Paige Laboratory is an approximately 30,000 square-foot academic building on the Amherst campus of the University of Massachusetts. The building is not located along a major thoroughfare, but rather joins a complex of interior campus structures.
The three-story building has a rectangular plan and a symmetrical composition. The building block is 13 bays wide and 5 bays deep. The basement level is accessible at rear grade.
The main building entrance is reached by a series of granite steps, with an additional entrance to the west. Both entrances have wood-paneled doors with divided light transoms.
The main entrance is located at the three central bays, which project from the façade and are defined by 5 multi-story wood pilasters topped with metopes. Double doors are framed within a recessed casework with decorative header. Although currently painted red, historic photography suggests an original off-white finish similar to other exterior millwork. The doors are flanked by large cylindrical glass light fixtures and windows with flat brick arches and limestone keys.

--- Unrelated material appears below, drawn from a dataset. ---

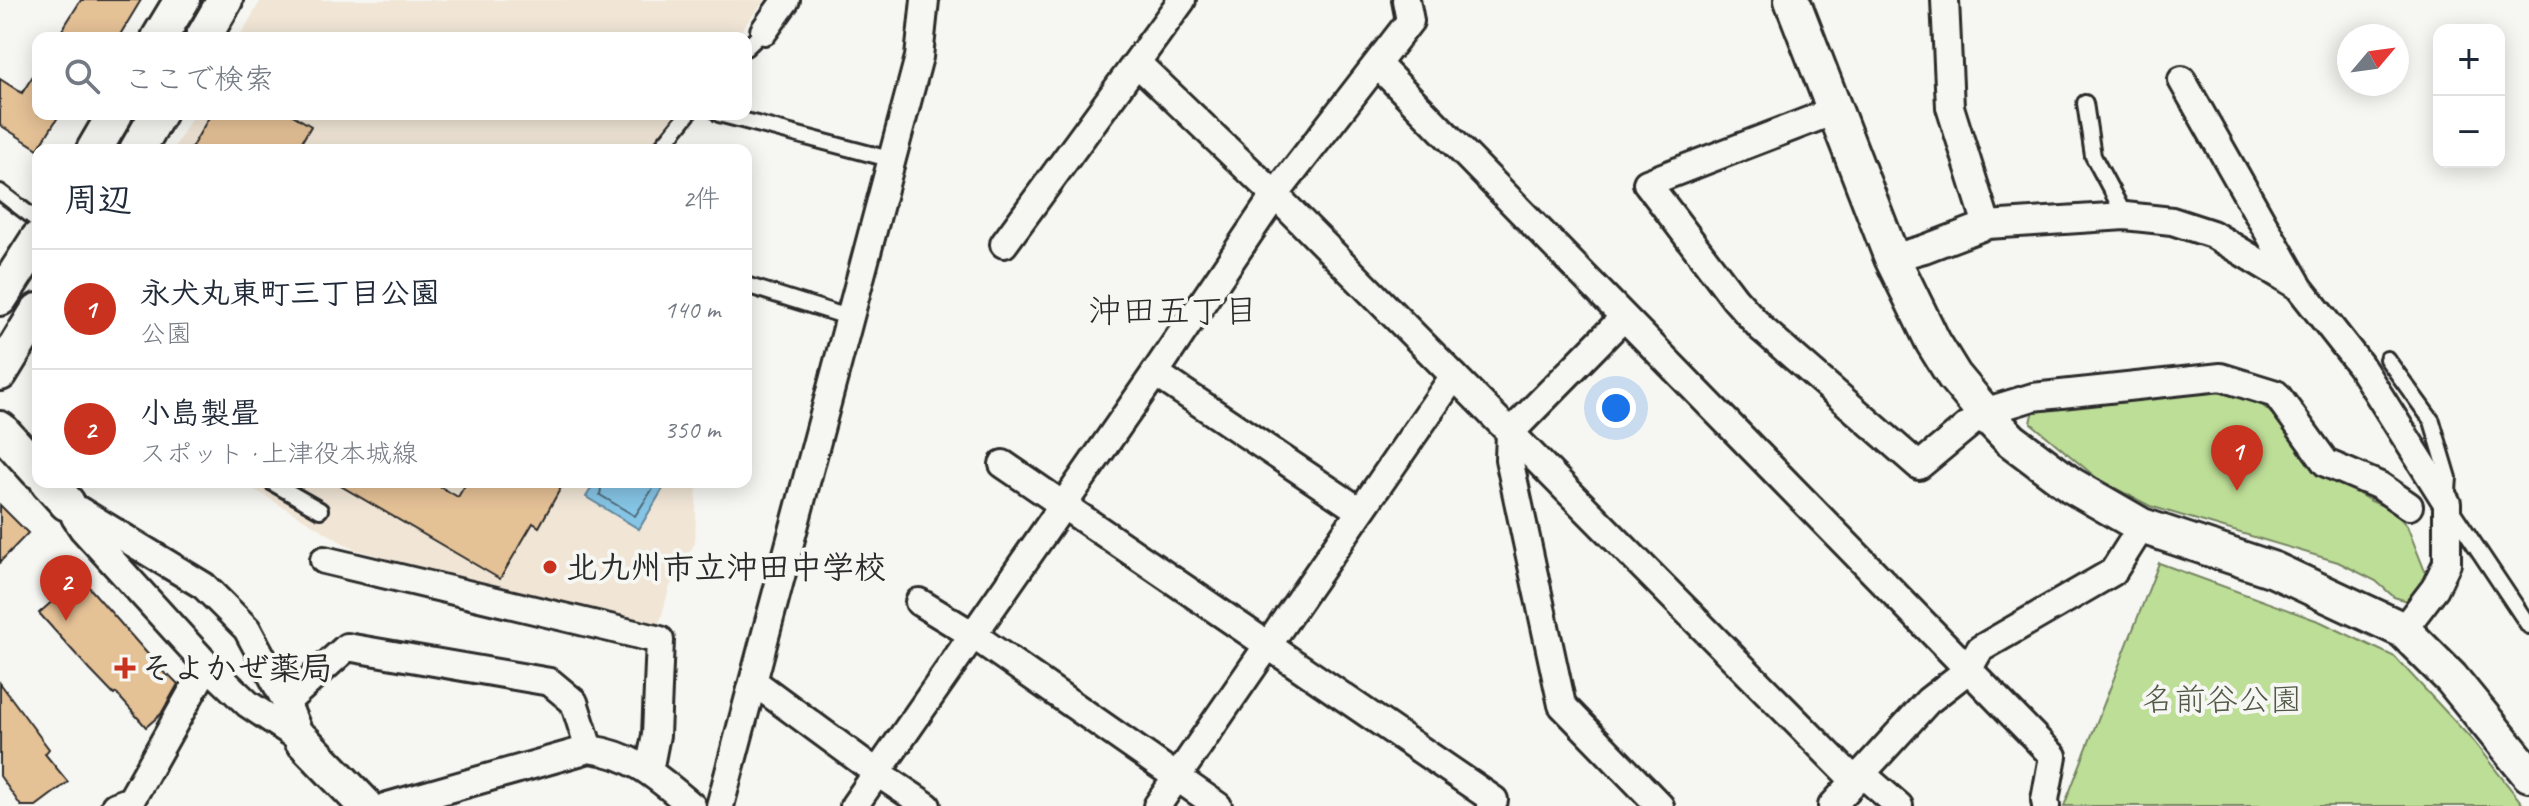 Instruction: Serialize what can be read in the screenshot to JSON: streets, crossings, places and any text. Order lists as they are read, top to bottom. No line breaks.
{"districts":["沖田五丁目"],"parks":["名前谷公園"],"places":{"other":["北九州市立沖田中学校"],"health":["そよかぜ薬局"]},"north":"top right","page":{"map_buttons":["+","−"],"search":"ここで検索","heading":["周辺","2件"],"list":[{"mark":"1","name":"永犬丸東町三丁目公園","note":"公園","value":"140 m"},{"mark":"2","name":"小島製畳","note":"スポット · 上津役本城線","value":"350 m"}],"pins":["1","2"]}}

Within the three central bays, the second-floor rectangular windows have brickwork arches and decorative stone sills.
The building exterior is finished with machine-made brick laid in a common-bond pattern from the foundation slab to the parapet. The first floor is defined by a continuous limestone beltcourse and 3/2 and 9/6 factory sash with limestone sills. The second and third floors include similar window types and rectangular stone sills. All elevations include slightly recessed window bays at 2nd and third floors. The basement level is defined by a limestone water table and a parge-coat stucco treatment. Many windows and adjacent walls have been modified for exterior-mounted air-conditioning units or metal louvers. Some windows at the rear elevation have been in-filled. Additionally, metal louvers within brick walls located beneath window sills may or may not be original to design.
The building has a built-up flat roof with no exterior downspouts. A chimney exhaust extends from the rear exterior wall between two windows. Historic photography suggests the original brick parapet has been reconstructed at a lower height and omitting original recessed brick bays and possibly a stone coping. A wood cornice defines the base of the brick parapet.

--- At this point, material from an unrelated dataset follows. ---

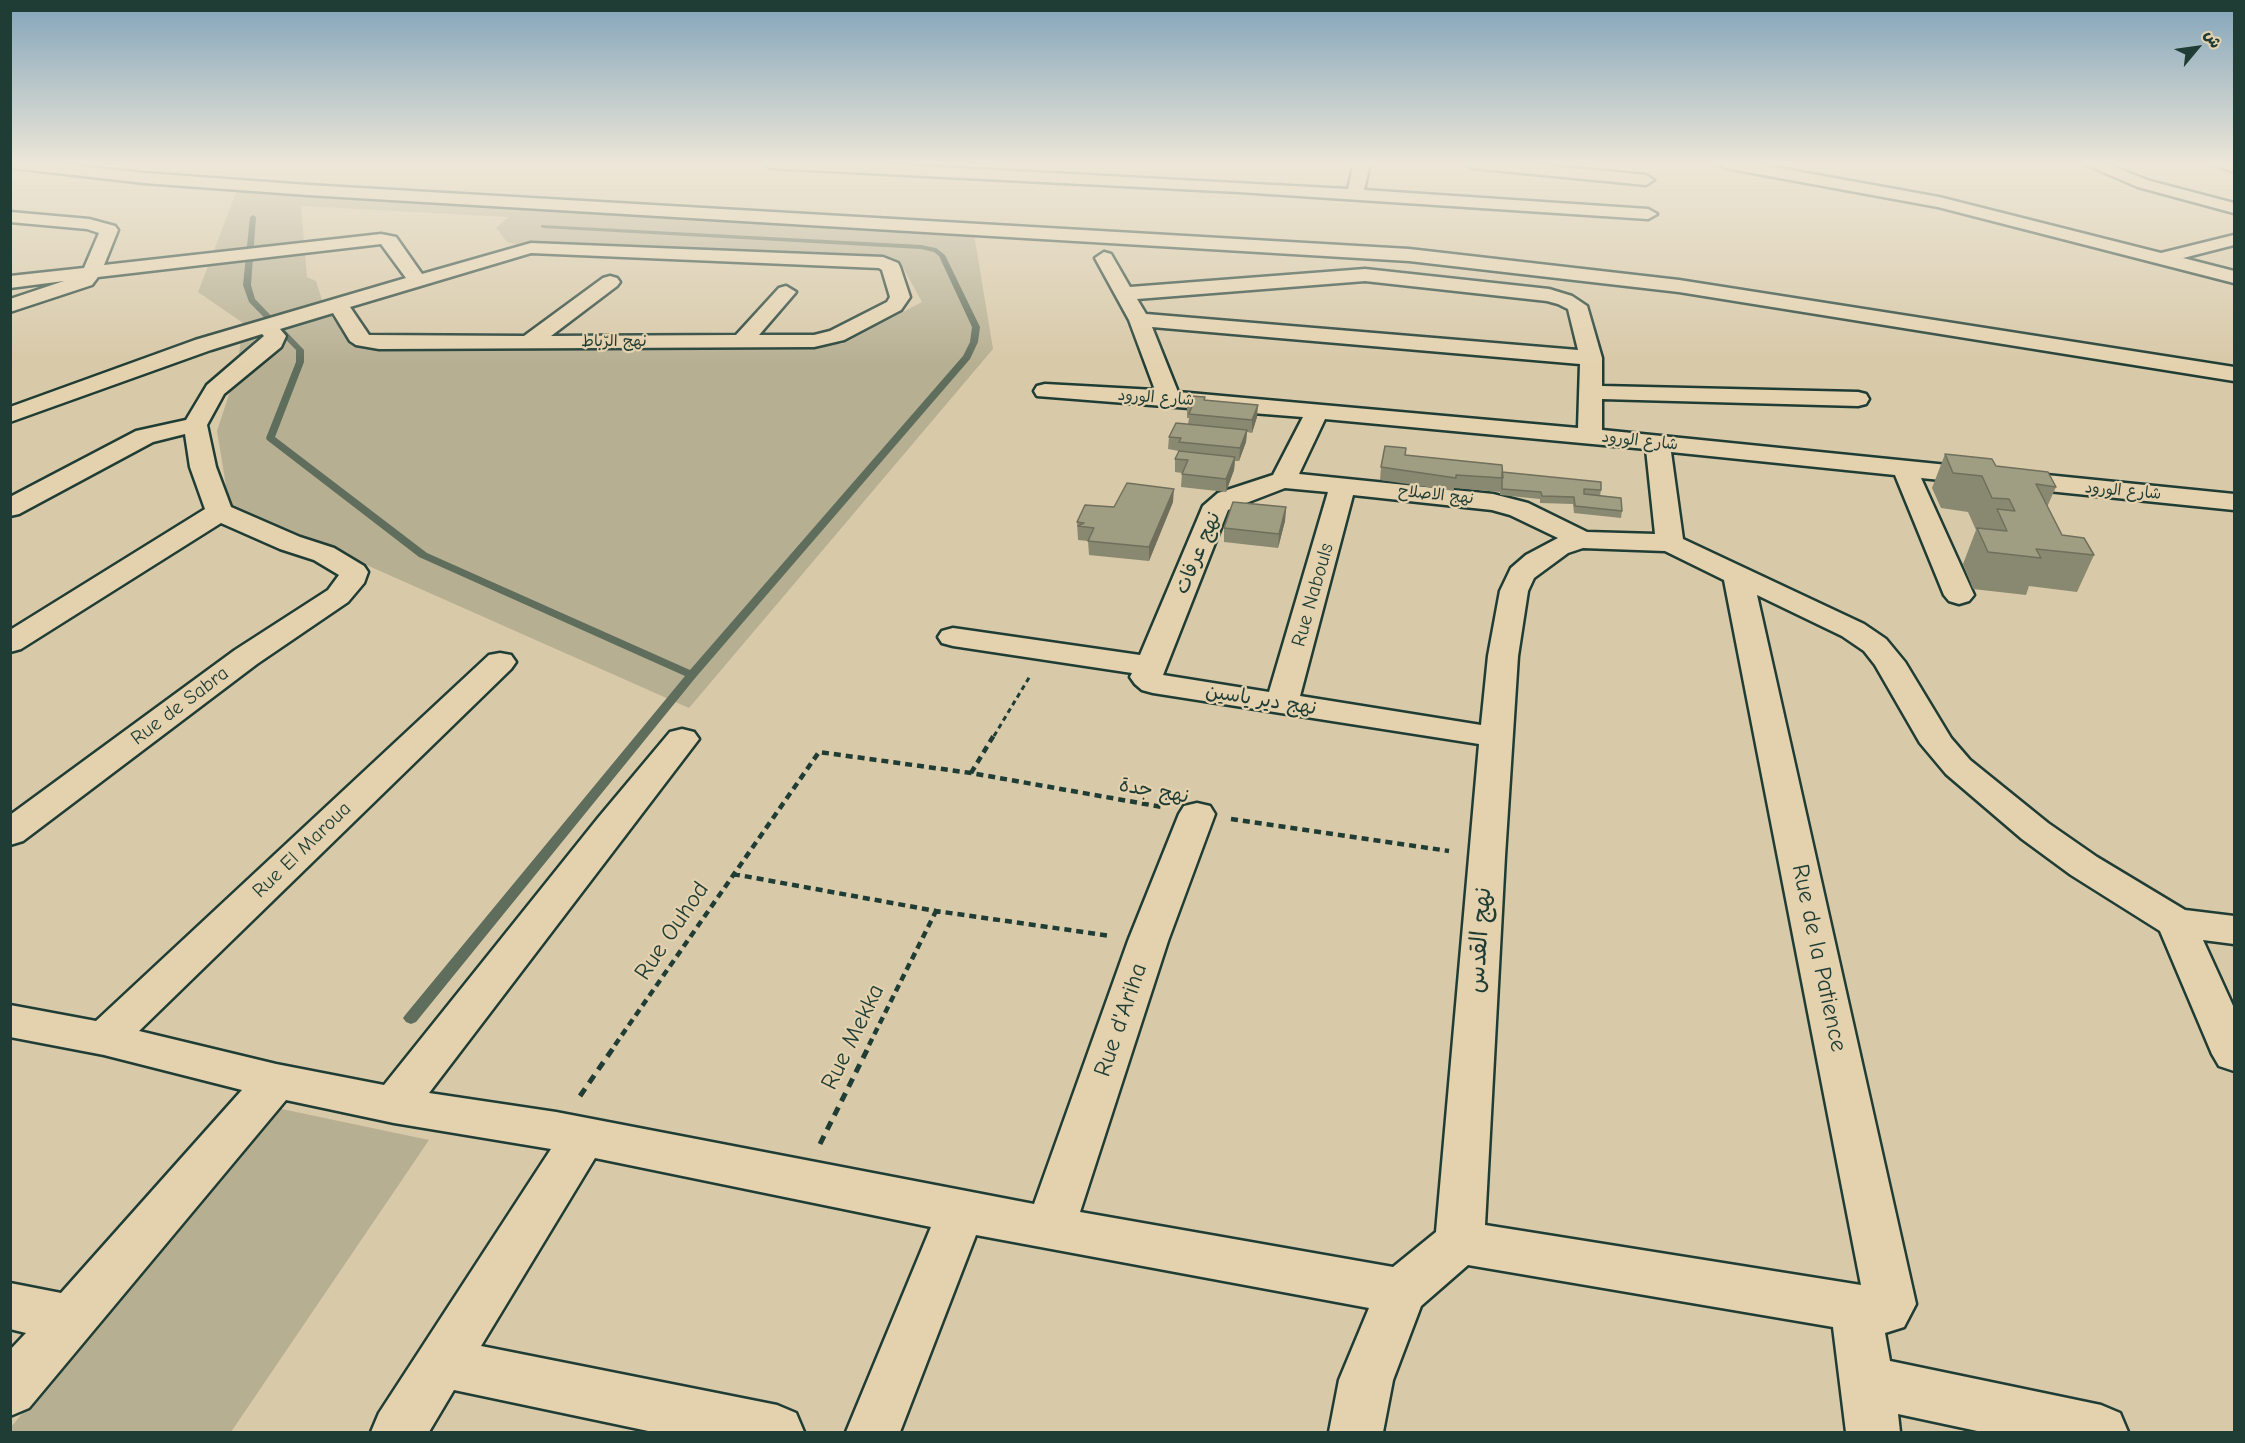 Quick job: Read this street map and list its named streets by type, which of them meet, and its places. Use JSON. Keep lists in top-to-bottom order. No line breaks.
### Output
{"streets":{"main road":["نهج الرّباط","شارع الورود","نهج الاصلاح","نهج عرفات","Rue Nabouls","نهج دير ياسين","Rue de Sabra","Rue El Maroua","نهج القدس","Rue de la Patience","Rue d'Ariha"],"path":["نهج جدة","Rue Ouhod","Rue Mekka"]},"crossings":[["نهج الاصلاح","نهج عرفات"],["نهج الاصلاح","Rue Nabouls"],["نهج الاصلاح","نهج القدس"],["نهج عرفات","نهج دير ياسين"],["Rue Nabouls","نهج دير ياسين"],["نهج دير ياسين","نهج القدس"],["نهج جدة","Rue Ouhod"],["نهج جدة","نهج القدس"],["نهج جدة","Rue d'Ariha"],["نهج القدس","Rue de la Patience"]],"north":"top right"}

Following the early 20th-century construction of Stockbridge Hall, the northeastern quadrant of the campus was devoted to the departments of engineering and the physical sciences. The laboratory complex, including Gunness Laboratory (1949), Marston Hall (1950), Paige Laboratory (1950), the Animal Isolation Laboratory (1953), and Thayer Animal Disease Laboratory (1957) were developed between 1949 and 1957 in the former agricultural fields to the north of Draper Hall. The structure was originally sited adjacent to zone of military housing and a cottage, no longer extant. cc At the time of construction, the area immediately to the north of Draper Hall was occupied by the North Parking Area (extant, reduced in size). Access to the complex was provided by a road that ran north from Olmsted Road along the west side of Paige Laboratory, turning east between Marston Hall and Gunness Laboratory. This road remains intact. Since the completion of the complex, Governor’s Drive was constructed to the north and new buildings have been constructed between the laboratory complex and the core of the campus. New buildings near the historic laboratories include Knowles Engineering Building (1991) to the south and Marcus Hall (1966) to the east. Together with Marston Hall, these buildings defined a new quadrangle to the south of the laboratory complex.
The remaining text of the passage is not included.